The Cloud Security Alliance (CSA) made its inaugural splash at last week's RSA Security Conference 2009 in San Francisco. The group kicked off an ambitious white paper that attempts to define everything from the architecture of cloud services to the impact of cloud services on litigation and encryption. It was a herculean effort to try to get this off the ground. And there is still much more work to do -- especially in the one area the group left out.

This is a great article that talks about the problems of putting all your security eggs into one basket.

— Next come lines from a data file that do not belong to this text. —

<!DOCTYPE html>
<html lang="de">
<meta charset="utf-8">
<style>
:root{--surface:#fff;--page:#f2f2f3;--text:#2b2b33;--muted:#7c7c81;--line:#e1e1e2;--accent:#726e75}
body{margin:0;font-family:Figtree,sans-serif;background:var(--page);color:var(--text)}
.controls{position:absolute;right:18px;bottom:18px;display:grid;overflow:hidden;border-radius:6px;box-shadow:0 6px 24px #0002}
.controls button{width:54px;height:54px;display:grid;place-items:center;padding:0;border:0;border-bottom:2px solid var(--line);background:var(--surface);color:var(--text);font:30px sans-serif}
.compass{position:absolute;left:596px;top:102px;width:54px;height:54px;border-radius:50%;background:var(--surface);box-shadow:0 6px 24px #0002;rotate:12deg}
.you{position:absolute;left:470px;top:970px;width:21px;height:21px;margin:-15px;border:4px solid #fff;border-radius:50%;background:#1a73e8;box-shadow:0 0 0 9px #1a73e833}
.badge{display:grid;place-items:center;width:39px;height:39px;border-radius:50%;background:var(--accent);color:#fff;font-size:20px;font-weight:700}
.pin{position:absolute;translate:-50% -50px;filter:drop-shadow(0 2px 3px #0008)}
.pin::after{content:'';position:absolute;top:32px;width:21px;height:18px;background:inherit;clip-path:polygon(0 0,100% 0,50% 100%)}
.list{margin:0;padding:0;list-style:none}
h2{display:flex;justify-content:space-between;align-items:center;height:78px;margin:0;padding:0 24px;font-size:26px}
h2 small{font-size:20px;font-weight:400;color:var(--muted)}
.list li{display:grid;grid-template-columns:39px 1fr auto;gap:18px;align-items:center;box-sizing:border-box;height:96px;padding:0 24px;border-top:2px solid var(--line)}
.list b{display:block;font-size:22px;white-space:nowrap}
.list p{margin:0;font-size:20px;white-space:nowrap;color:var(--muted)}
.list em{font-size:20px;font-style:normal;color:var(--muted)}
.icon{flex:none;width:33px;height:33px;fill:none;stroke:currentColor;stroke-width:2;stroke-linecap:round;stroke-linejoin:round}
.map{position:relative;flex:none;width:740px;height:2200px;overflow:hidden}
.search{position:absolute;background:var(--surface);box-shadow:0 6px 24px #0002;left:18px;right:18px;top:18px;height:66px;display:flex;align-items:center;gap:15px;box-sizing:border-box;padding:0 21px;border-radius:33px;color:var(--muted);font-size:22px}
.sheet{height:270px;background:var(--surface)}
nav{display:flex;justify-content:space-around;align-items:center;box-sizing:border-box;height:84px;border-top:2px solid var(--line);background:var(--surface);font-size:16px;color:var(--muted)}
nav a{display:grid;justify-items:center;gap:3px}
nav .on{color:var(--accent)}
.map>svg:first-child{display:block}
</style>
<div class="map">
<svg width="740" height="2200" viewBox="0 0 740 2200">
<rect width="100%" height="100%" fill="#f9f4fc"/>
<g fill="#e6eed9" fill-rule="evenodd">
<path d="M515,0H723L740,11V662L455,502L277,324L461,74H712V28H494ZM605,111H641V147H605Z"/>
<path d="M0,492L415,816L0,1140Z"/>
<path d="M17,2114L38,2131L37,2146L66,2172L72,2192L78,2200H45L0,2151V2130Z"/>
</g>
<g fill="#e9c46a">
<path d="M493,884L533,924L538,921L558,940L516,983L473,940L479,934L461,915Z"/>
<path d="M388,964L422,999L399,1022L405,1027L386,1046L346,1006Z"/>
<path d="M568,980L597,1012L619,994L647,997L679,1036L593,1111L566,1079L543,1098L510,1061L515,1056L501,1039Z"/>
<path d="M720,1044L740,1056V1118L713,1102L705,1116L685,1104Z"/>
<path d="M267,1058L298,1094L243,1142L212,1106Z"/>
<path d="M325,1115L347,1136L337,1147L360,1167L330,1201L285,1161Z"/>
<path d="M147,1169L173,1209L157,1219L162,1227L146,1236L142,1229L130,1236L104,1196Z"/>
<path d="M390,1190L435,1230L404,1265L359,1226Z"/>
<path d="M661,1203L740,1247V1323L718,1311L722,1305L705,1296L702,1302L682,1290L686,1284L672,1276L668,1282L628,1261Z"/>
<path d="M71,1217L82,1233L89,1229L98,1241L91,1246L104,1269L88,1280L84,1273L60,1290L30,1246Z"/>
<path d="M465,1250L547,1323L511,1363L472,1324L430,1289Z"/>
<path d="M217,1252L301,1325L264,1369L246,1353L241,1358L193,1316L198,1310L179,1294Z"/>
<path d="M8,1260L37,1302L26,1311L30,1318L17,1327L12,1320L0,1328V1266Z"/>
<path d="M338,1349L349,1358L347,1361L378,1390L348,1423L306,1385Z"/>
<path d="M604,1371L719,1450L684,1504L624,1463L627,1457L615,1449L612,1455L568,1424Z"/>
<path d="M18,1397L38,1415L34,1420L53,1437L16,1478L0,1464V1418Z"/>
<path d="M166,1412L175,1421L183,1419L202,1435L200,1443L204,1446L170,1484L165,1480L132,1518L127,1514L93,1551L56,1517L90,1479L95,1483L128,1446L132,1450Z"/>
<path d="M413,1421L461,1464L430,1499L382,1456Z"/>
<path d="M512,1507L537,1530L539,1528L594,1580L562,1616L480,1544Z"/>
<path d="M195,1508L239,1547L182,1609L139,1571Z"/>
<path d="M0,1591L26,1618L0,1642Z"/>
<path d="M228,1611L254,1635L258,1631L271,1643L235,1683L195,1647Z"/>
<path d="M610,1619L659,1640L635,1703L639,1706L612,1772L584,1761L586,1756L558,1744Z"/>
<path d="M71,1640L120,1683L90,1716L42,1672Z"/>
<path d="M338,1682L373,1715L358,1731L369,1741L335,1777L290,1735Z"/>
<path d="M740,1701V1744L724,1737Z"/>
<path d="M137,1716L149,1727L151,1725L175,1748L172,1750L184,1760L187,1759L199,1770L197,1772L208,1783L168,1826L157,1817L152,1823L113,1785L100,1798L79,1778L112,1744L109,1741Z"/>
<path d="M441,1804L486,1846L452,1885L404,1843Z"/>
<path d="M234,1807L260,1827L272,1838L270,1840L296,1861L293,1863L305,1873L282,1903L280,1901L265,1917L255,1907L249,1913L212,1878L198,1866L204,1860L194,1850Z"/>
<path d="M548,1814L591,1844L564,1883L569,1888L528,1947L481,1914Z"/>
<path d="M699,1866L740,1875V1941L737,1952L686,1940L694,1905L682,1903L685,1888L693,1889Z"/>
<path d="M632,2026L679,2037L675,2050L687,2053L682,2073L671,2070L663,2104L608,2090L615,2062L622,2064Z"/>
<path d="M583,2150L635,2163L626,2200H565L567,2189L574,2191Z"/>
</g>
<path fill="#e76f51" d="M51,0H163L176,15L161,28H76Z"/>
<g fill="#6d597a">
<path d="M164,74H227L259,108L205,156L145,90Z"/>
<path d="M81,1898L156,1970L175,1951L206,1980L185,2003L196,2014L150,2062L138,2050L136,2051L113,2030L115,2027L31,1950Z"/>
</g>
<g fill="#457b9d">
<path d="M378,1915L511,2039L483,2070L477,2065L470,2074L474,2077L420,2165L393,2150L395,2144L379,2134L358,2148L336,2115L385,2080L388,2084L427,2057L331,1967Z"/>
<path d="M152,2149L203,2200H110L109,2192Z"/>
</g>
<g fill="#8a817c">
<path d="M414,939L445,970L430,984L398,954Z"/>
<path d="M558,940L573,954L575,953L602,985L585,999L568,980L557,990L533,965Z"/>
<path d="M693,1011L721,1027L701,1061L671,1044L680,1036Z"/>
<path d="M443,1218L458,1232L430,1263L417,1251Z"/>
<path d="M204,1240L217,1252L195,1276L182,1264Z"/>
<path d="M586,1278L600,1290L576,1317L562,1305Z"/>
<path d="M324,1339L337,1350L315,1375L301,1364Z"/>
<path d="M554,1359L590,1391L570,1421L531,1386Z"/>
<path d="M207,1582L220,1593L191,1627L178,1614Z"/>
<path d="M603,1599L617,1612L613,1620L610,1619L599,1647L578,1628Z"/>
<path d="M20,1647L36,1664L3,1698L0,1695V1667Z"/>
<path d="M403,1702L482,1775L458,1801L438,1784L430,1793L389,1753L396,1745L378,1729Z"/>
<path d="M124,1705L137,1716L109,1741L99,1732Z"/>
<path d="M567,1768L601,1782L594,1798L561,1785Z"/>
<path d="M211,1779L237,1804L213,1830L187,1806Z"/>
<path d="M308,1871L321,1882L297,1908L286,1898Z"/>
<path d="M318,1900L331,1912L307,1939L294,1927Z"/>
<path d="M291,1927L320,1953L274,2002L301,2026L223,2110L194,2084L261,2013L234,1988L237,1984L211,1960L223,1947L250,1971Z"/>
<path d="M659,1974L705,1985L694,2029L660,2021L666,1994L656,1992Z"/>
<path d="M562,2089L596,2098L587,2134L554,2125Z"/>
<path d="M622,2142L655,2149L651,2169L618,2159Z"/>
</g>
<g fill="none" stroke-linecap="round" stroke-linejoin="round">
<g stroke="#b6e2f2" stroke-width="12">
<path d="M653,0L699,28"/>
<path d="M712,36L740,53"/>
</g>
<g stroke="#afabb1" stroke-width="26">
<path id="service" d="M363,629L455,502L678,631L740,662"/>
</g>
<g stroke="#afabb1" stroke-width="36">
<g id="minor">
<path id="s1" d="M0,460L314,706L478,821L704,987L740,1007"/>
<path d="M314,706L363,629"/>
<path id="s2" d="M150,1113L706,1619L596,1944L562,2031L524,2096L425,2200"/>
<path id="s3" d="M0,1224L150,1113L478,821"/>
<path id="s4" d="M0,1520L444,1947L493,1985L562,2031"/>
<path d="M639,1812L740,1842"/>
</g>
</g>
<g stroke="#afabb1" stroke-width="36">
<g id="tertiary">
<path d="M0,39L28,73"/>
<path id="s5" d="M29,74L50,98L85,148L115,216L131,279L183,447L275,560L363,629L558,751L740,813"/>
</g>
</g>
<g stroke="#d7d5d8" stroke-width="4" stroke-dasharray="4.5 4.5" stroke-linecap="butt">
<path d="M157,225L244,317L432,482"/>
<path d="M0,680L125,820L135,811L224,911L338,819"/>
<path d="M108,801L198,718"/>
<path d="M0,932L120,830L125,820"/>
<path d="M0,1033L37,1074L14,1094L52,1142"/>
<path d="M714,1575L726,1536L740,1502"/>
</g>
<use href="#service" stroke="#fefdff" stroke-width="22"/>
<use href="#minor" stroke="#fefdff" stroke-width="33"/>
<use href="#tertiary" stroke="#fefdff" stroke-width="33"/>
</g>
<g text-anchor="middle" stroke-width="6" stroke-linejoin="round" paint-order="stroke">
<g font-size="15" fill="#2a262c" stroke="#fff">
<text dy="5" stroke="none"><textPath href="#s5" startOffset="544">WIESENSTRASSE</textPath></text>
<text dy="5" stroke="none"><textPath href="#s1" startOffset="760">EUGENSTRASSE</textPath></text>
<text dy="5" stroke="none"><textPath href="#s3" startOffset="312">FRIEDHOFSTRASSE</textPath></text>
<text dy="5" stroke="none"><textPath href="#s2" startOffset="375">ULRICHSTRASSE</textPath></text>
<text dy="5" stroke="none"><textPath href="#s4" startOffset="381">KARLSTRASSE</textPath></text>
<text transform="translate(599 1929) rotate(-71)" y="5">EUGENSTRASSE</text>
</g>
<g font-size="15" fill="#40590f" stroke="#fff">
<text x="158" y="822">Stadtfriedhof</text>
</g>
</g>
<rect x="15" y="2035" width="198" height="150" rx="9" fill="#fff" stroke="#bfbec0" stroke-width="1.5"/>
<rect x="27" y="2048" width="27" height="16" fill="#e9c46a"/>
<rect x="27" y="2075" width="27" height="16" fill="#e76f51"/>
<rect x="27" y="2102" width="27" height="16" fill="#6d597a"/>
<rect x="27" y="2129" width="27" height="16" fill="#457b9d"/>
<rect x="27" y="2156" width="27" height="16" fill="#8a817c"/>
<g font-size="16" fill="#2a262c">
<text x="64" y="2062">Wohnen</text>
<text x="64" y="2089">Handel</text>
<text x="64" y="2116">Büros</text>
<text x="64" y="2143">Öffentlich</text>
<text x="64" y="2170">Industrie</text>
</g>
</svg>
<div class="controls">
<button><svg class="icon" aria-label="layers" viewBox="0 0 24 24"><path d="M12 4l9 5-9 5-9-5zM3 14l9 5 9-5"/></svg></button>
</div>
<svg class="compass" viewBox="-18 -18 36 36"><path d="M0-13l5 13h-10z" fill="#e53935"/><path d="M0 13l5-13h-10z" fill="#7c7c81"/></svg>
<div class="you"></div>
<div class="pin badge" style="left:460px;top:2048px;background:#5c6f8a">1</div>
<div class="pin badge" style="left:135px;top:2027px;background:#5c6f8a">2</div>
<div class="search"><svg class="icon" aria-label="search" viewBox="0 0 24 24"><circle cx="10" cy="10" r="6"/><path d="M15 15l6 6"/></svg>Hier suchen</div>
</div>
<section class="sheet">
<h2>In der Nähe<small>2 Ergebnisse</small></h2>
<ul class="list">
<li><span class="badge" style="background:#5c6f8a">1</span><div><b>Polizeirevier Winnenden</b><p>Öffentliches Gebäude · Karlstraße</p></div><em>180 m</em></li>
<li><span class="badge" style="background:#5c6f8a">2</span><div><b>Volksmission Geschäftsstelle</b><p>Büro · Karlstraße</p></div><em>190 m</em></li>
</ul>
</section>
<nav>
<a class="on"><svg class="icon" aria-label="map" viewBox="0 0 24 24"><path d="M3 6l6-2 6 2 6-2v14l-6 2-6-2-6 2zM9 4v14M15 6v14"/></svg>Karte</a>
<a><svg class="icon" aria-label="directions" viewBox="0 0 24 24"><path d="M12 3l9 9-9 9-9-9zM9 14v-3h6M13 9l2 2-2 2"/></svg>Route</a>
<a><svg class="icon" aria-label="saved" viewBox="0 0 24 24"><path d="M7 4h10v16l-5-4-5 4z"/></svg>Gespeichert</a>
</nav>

Last night, I finally had a chance to read the CSA's paper Security Guidance for Critical Areas of Focus in Cloud Computing. To say it is a colossal task to attempt to define and demark the various flavors of cloud computing, plus explain the impact the cloud models will have on IT architecture, governance and enterprise risk management, compliance, BC/DR, portability of data, identity and access management, encryption and key management -- is an absurd understatement. Name the technical aspect of cloud computing: and this paper takes a swing at it.

The overarching goal of this paper is to not only help to bring some sense to cloud computing terminology (which currently consumes the first 30 minutes of any attempt at in-depth discussion on the subject), but also help guide service providers and application developers as to what they need to do to ensure they're providing a sustainable, secure, regulatory friendly platform or service.